Kita juga melihat belum banyak perubahan dalam perlindungan HAM. Baik itu menyangkut hak asasi sosial, ekonomi, politik, sosial budaya, hak untuk mendapat perlakuan yang sama dalam tata cara peradilan, maupun hak untuk mendapat persamaan dalam hukum dan pemerintahan.

Umumnya pelanggaran terjadi tidak hanya mencakup prilaku pelanggaran pihak penguasa terhadap rakyat, namun bisa terjadi pada siapapun yang melakukan tindakan penghakiman pada pihak lain secara paksa yang bisa menimbulkan kerugian pihak lain. Kondisi ini bisa saja dilakukan pemerintah, pengusaha, majikan maupun masyarakat umum.

Pelanggaran HAM juga bisa terjadi demi alasan mengejar pertumbuhan ekonomi. Pertumbuhan ekonomi yang tinggi berdampak pada timbulnya ketimpangan sosial dan politik, kemudian lahir kesenjangan ditengah masyarakat yang kemudian memicu timbulnya ketegangan dan tindak kekerasan oleh masyarakat dan negara.

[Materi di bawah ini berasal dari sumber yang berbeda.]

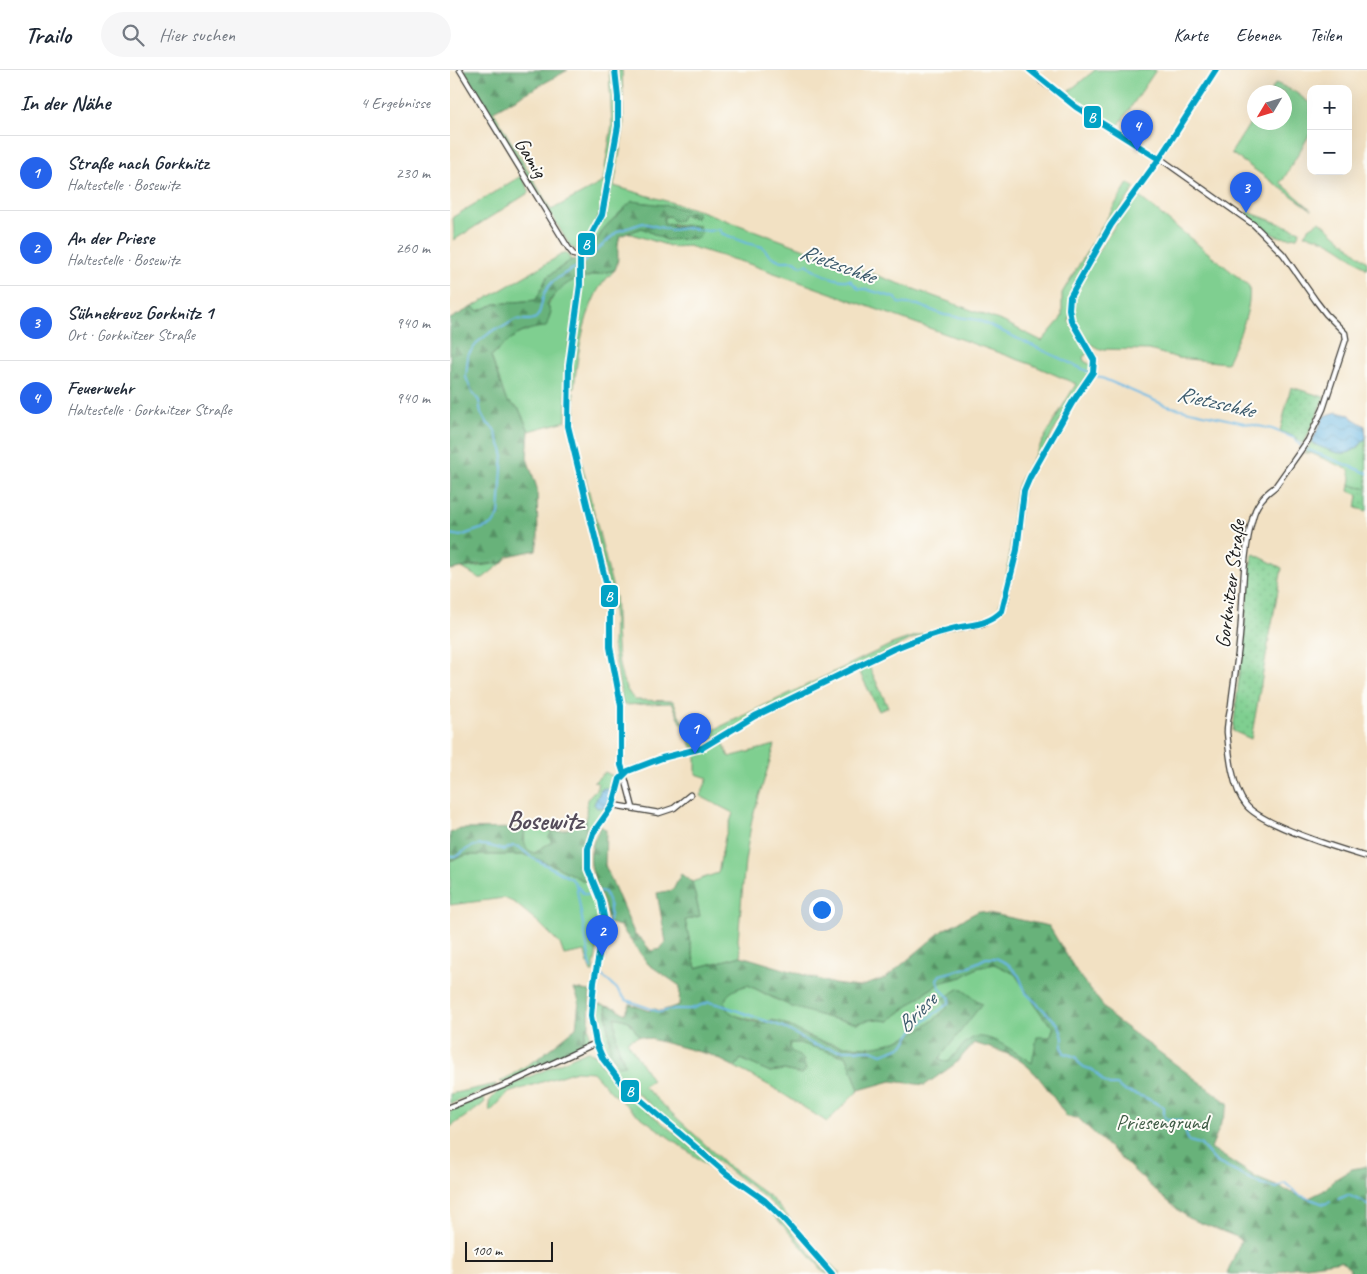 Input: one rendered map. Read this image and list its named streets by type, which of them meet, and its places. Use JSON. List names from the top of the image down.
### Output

Hal ini sejalan dengan pendapat Guru besar Fisipol UGM, Prof Dr Mohtar Mas’oed yang mengatakan: timbulnya pelanggaran seringkali dikarenakan pola pikir pemerintah yang berorientasi pada upaya untuk mengumpulkan dan mengakumulasikan capital.

Jika dihitung-hitung, angka pelanggaran HAM yang terjadi di Indonesia menurut Human Right Watch (HRW) serta Komisi untuk Orang Hilang dan Korban Tindak Kekerasan (Kontras) sebanyak 600 kasus, pada tahun 2011-2012. Jumlah ini meningkat lebih dari 100 persen dibandingkan periode 2010-2011 yang hanya 250 kasus.

Kondisi ini terjadi, karena sering kali putusan pengadilan tidak berpihak pada keadilan sehingga kepercayaan masyarakat pada hukum belum dapat dipulihkan. Menjadi tugas utama penegak hukum untuk mempercepat dan mengoptimalisasi reformasi peradilan.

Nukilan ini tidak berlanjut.